Y como queriendo cambiar de tema me dijo:
– ¿Y qué haces por aquí?
– Vivo justo detrás del mercado central. Voy al supermercado a comprar solomillo de pato.
– ¿Solomillo de pato?
– Bueno, sí, solomillo de pato. Me he quedado sin y…
Hice una pausa pensando en qué decir para no parecer un jilipollas, pero, decidí ser sincero:
– y me gusta tener siempre en casa un par de solomillos de pato.
Como era de esperar me miró con ojos como platos. Después se puso a reír. Cuando paró, el velo de sus ojos había desaparecido. Volvía a ser la chica alegre que yo recordaba.
– Te acompaño.- Me dijo.
Le estuve contando lo importante que era saber sacar el solomillo de pato de la sarten antes de que estuviese demasiado hecho. También le comenté que a mi me gustaba darle un pequeño toque picante con pimienta blanca molida. Ella me miraba y con ojos de incrédula reía.

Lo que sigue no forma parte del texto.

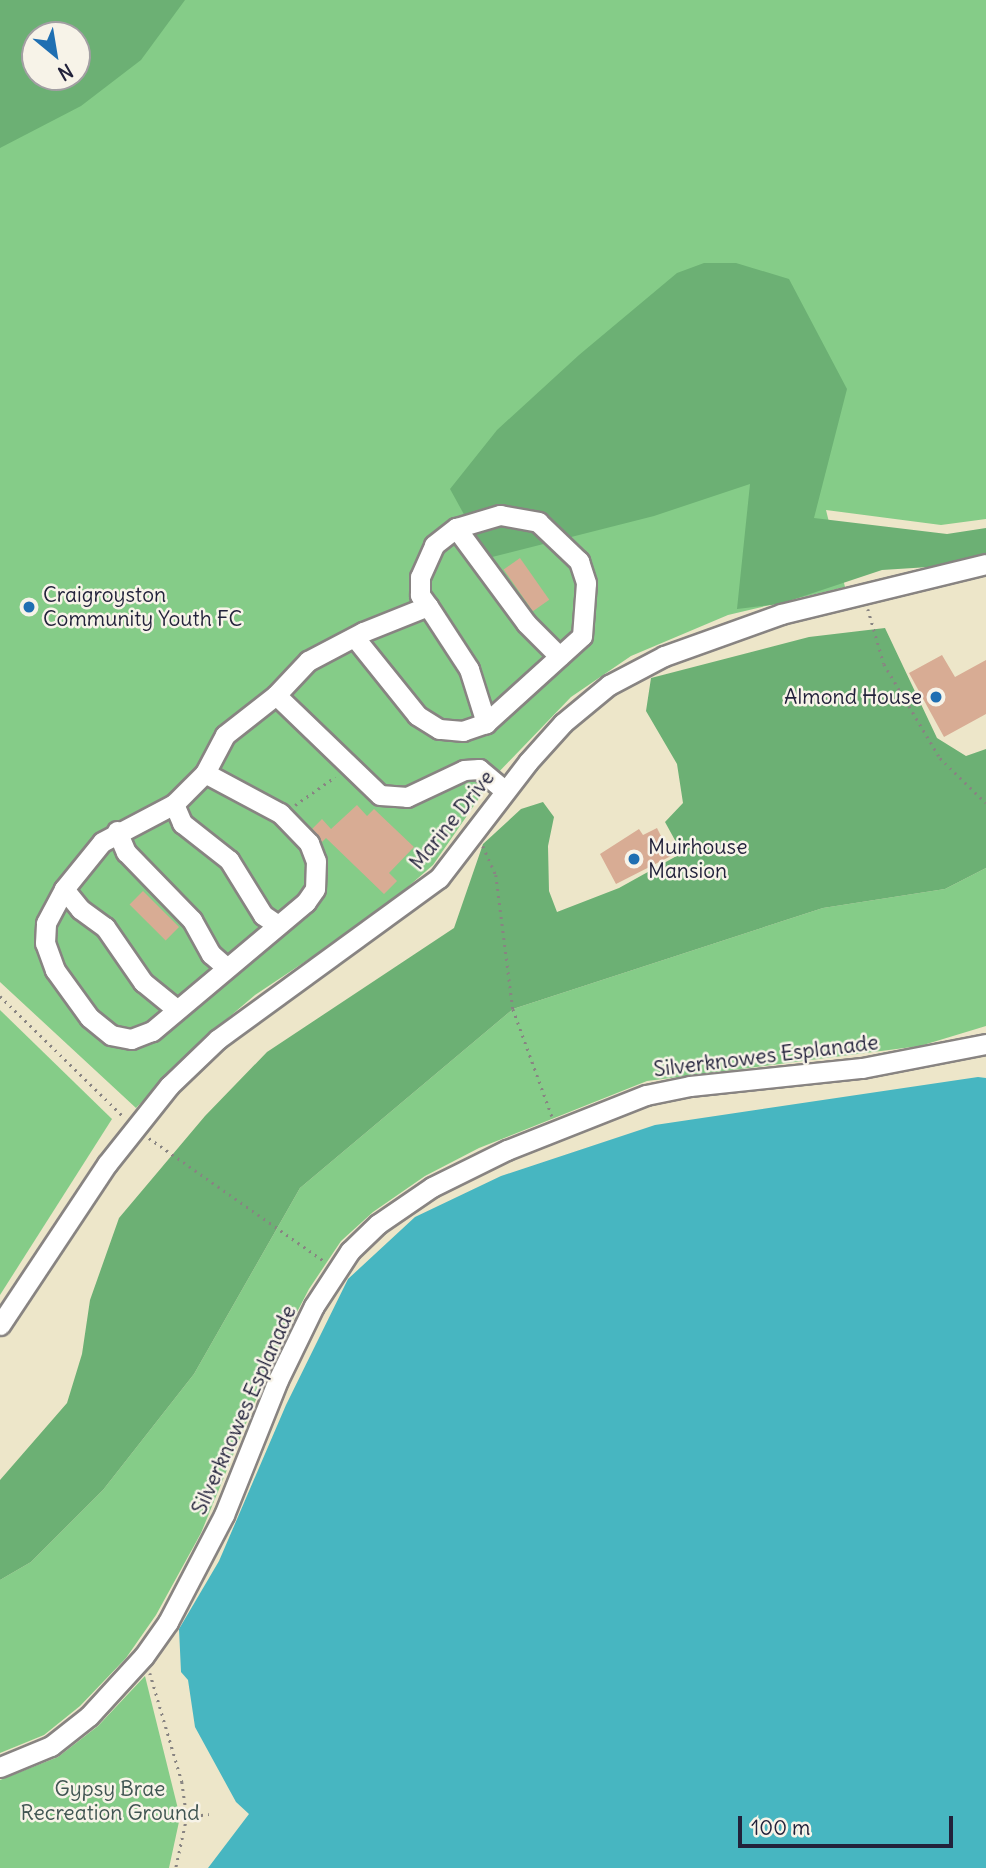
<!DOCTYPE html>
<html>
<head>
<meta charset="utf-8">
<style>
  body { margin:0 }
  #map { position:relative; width:986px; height:1868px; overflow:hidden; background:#ede6c9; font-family:Delius,sans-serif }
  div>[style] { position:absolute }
  .green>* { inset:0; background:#85cc88 }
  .forest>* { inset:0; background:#6cb074 }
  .water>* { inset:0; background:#47b6c1 }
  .building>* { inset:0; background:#d8ac94; transform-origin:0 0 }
  .path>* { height:2.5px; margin-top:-1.25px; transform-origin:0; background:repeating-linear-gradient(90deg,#888482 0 2px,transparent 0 7px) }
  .roads { filter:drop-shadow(2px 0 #888482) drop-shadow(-2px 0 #888482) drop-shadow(0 2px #888482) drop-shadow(0 -2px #888482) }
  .minor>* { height:19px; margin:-9.5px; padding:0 9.5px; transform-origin:9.5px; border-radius:9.5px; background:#fff }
  .dots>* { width:19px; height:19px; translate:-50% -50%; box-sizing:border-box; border:4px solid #f7f3e8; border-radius:50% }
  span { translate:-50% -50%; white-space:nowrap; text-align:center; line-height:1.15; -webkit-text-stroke:5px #f7f3e8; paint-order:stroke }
  .poi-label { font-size:21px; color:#22223b }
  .left { translate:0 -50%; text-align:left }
  .right { translate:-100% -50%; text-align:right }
  .street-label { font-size:21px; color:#22223b }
  .park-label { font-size:21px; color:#405552 }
  .north { position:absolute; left:21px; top:21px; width:70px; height:70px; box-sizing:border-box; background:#f7f3e8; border:2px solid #a29fa3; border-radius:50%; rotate:150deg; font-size:19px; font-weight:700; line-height:28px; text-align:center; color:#22223b }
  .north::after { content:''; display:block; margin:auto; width:24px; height:32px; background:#1f6fb2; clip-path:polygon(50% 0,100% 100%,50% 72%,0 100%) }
  .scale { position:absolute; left:738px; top:1816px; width:215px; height:32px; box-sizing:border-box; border:4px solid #22223b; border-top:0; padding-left:9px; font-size:21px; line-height:24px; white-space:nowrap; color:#22223b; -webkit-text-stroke:5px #f7f3e8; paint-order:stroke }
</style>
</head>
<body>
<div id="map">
  <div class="green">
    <div style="clip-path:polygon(evenodd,0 0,986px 0,986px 519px,941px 525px,826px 510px,845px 587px,728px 615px,631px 656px,571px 697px,493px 778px,433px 865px,378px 913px,255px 995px,194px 1047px,136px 1108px,0 982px,0 0,35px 35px,77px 35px,77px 77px,35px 77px,35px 35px)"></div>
    <div style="clip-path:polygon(986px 868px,986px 1026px,920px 1046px,647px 1081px,479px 1148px,425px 1176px,373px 1212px,341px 1241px,309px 1289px,273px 1358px,201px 1533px,156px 1615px,126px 1658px,80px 1706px,44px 1735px,0 1753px,0 1580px,31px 1562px,103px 1490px,194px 1374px,300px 1188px,513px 1009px,823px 908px,945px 889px)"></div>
    <div style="clip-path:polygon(0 1010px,112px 1119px,0 1295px)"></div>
    <div style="clip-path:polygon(145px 1676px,180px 1817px,169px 1868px,0 1868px,0 1780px,58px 1757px,98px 1726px)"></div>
  </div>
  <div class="forest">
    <div style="clip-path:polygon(evenodd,0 0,185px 0,141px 60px,81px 106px,0 148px,0 0,77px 35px,77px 77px,35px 77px,35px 35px,77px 35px)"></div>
    <div style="clip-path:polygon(704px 263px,736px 263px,789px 279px,847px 389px,814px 518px,947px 534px,986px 528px,986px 555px,929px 567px,882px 570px,780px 604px,737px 609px,750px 484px,654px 516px,488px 558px,450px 489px,497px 430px,579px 355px,677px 273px)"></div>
    <div style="clip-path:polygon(885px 628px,937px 738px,966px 756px,986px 749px,986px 868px,945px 889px,823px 908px,513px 1009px,300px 1188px,194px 1374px,103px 1490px,31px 1562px,0 1580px,0 1480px,67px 1403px,82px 1354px,90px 1300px,119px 1218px,205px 1116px,267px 1052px,454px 928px,483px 844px,521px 809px,543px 802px,554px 817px,548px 846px,549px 891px,557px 912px,619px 888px,682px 853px,665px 822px,683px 803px,677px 764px,646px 711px,651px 678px,809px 637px)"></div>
  </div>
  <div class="water">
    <div style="clip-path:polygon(978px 1077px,986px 1078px,986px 1868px,208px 1868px,249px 1814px,236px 1802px,195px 1727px,188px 1680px,181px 1672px,179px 1629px,219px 1561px,286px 1405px,348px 1279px,415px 1217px,501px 1176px,655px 1125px)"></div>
  </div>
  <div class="building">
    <div style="left:520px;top:558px;width:51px;height:20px;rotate:55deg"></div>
    <div style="clip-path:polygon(942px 655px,955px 677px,986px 660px,986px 714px,944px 737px,909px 673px)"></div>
    <div style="clip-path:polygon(357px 805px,367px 816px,374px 809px,414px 847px,389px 873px,397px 881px,384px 894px,326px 838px,322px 842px,312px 829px,322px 819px,331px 829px)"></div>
    <div style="clip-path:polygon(657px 828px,671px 856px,616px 884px,600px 854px,639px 829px,643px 835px)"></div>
    <div style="left:143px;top:891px;width:51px;height:19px;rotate:45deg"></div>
  </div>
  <div class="path">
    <div style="left:868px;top:609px;width:57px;rotate:73.8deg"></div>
    <div style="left:884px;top:664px;width:109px;rotate:59.2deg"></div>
    <div style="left:940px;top:758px;width:64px;rotate:44.4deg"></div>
    <div style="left:295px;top:805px;width:49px;rotate:-35deg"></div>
    <div style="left:483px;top:846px;width:32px;rotate:66deg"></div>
    <div style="left:496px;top:875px;width:135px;rotate:82.8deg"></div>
    <div style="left:513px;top:1009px;width:114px;rotate:70deg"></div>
    <div style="left:0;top:996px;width:172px;rotate:44.3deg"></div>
    <div style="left:149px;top:1138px;width:214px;rotate:35.1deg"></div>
    <div style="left:150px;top:1673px;width:114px;rotate:73.6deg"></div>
    <div style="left:182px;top:1782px;width:35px;rotate:82deg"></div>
    <div style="left:187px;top:1817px;width:52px;rotate:102.2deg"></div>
    <div style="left:187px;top:1817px;width:22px;rotate:-8deg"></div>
  </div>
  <div class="roads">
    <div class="minor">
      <div style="left:456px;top:528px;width:118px;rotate:53.6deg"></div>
      <div style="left:526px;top:623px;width:47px;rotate:45deg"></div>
      <div style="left:428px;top:606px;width:75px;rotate:56.9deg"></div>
      <div style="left:469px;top:669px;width:57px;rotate:72.5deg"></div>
      <div style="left:276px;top:695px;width:144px;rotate:43.9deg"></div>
      <div style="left:380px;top:795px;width:27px;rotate:4deg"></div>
      <div style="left:407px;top:797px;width:63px;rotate:-25.3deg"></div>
      <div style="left:464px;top:770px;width:15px;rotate:-4deg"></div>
      <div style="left:479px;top:769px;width:34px;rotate:40deg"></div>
      <div style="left:205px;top:773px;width:85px;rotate:28.1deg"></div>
      <div style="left:280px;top:813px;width:42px;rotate:46deg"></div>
      <div style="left:309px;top:843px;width:19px;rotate:69deg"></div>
      <div style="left:316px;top:861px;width:28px;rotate:92deg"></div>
      <div style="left:315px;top:889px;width:16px;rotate:125deg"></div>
      <div style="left:306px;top:902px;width:201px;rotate:140deg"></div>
      <div style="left:152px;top:1031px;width:22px;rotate:159deg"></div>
      <div style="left:131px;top:1039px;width:20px;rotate:-169deg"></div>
      <div style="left:111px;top:1035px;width:28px;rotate:-141deg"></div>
      <div style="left:89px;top:1017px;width:58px;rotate:-125.9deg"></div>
      <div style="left:55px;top:970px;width:29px;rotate:-110deg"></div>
      <div style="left:45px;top:943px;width:20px;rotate:-87deg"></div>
      <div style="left:46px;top:923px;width:38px;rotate:-62deg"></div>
      <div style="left:64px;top:889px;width:60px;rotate:-51deg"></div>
      <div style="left:102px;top:842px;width:81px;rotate:-27.8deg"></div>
      <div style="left:174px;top:804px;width:44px;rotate:-45deg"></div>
      <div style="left:205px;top:773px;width:43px;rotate:-62.2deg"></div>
      <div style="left:225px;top:735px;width:65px;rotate:-38.1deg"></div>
      <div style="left:276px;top:695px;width:47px;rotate:-46.7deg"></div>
      <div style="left:308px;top:661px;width:62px;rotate:-27.8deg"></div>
      <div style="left:363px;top:632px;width:70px;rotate:-21.8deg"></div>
      <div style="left:428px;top:606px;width:14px;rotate:-126deg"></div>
      <div style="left:420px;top:595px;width:18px;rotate:-90deg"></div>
      <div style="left:420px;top:577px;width:35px;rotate:-66deg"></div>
      <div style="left:434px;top:545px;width:28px;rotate:-38deg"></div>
      <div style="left:456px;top:528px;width:46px;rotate:-16.5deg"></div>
      <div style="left:500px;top:515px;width:39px;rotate:10deg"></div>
      <div style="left:538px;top:522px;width:57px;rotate:43.6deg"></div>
      <div style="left:579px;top:561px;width:23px;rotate:72deg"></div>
      <div style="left:586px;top:583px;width:53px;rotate:94.3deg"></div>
      <div style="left:582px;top:636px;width:130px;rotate:137.8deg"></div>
      <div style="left:486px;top:723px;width:24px;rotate:161deg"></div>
      <div style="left:463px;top:731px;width:24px;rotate:-175deg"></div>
      <div style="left:439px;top:729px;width:26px;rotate:-148deg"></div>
      <div style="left:417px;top:715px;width:97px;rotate:-128.8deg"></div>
      <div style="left:174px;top:804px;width:21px;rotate:67deg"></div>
      <div style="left:182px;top:823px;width:60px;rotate:38.2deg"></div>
      <div style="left:229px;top:860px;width:65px;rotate:58.3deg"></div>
      <div style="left:263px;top:915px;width:18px;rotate:34deg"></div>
      <div style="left:117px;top:831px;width:23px;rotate:67deg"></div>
      <div style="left:126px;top:852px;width:95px;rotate:45.9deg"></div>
      <div style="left:192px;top:920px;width:39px;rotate:61deg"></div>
      <div style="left:211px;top:954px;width:18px;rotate:41deg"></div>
      <div style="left:64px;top:889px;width:26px;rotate:51deg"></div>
      <div style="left:80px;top:909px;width:31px;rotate:36deg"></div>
      <div style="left:105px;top:927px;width:67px;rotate:55.4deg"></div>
      <div style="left:143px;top:982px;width:41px;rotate:39.1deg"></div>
      <div style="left:0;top:1325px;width:193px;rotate:-56.4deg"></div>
      <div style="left:107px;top:1164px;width:100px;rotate:-51.5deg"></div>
      <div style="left:169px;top:1086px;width:68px;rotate:-43.8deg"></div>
      <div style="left:218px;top:1039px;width:273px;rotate:-36.1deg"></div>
      <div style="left:439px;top:878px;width:146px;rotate:-52.5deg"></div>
      <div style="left:528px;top:762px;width:52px;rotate:-48.1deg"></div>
      <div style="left:563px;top:723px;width:60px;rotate:-39.6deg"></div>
      <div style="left:609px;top:685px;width:62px;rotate:-27.8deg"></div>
      <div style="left:664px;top:656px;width:124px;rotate:-19.7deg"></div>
      <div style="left:781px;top:614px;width:211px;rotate:-13.7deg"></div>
      <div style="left:0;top:1767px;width:55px;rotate:-22.4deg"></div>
      <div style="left:51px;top:1746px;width:48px;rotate:-38.3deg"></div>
      <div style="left:89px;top:1716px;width:81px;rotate:-47.5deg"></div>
      <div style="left:144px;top:1656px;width:42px;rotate:-54.8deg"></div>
      <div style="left:168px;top:1622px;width:121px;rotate:-62.4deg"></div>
      <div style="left:224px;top:1515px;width:145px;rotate:-68.2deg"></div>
      <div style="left:278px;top:1380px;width:82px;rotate:-64.1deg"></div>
      <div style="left:314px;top:1306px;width:66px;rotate:-56.8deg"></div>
      <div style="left:350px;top:1251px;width:39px;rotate:-44deg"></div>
      <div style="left:378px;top:1224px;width:65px;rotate:-34.4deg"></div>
      <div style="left:432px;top:1187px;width:84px;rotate:-26.3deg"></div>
      <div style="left:507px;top:1150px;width:149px;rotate:-21.6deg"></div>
      <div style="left:646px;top:1095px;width:45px;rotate:-11.6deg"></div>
      <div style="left:690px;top:1086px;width:173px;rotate:-6deg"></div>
      <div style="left:862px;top:1068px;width:126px;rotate:-11deg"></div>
    </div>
  </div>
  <div class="dots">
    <div style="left:29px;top:607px;background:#1f6fb2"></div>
    <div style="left:936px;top:697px;background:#1f6fb2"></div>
    <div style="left:634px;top:859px;background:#1f6fb2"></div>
  </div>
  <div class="poi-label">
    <span class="left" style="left:43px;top:607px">Craigroyston<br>Community Youth FC</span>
    <span class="right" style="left:922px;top:697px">Almond House</span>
    <span class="left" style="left:648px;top:859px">Muirhouse<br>Mansion</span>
  </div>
  <div class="street-label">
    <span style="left:452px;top:820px;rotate:-51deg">Marine Drive</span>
    <span style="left:766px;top:1056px;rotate:-7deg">Silverknowes Esplanade</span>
    <span style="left:244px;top:1410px;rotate:-66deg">Silverknowes Esplanade</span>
  </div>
  <div class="park-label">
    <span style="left:110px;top:1801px">Gypsy Brae<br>Recreation Ground</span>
  </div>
  <div class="north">N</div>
  <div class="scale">100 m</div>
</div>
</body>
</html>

Hicimos las compras. Le comenté mi amor por el guacamole de salmón y el sushi envasado al vacío y siguió riendo y cuando salimos del supermercado me miraba con unos ojos tan grandes que parecían que fuesen a salir de sus órbitas.
Nos callamos, nos quedamos mirándo.
Ella intentó decir algo. Yo también.
Cuando llegué a casa saqué la compra de las bolsas. Me quedé mirando los dos solomillos de pato que había comprado. Me quedé un buen rato mirándolos. Puse la sarten en el fuego. Saqué los solomillos de sus envases. Saqué la tabla de madera y el cuchillo, bien afilado, para cortar las finas lonchas. Corté dos trozos de papel de aluminio. Descorché una botella de vino tinto. Cuando los solomillos estuvieron en su punto los envolví con el papel de aluminio. Encendí la tele y puse El crepúsculo de los Dioses. Me tomé un par de copas de vino y piqué algunos pepinillos agridulces.
Los solomillos de pato estaban efectivamente en su punto. Cortaba un filete, me lo metía en la boca y masticaba, lentamente. Le daba un trago al vaso de vino. Mastiqué y bebí hasta que no quedó nada. Los solomillos de pato habían desaparecido. Me levanté del taburete y fui al sofá. Me senté. Subí la voz. Un poco más.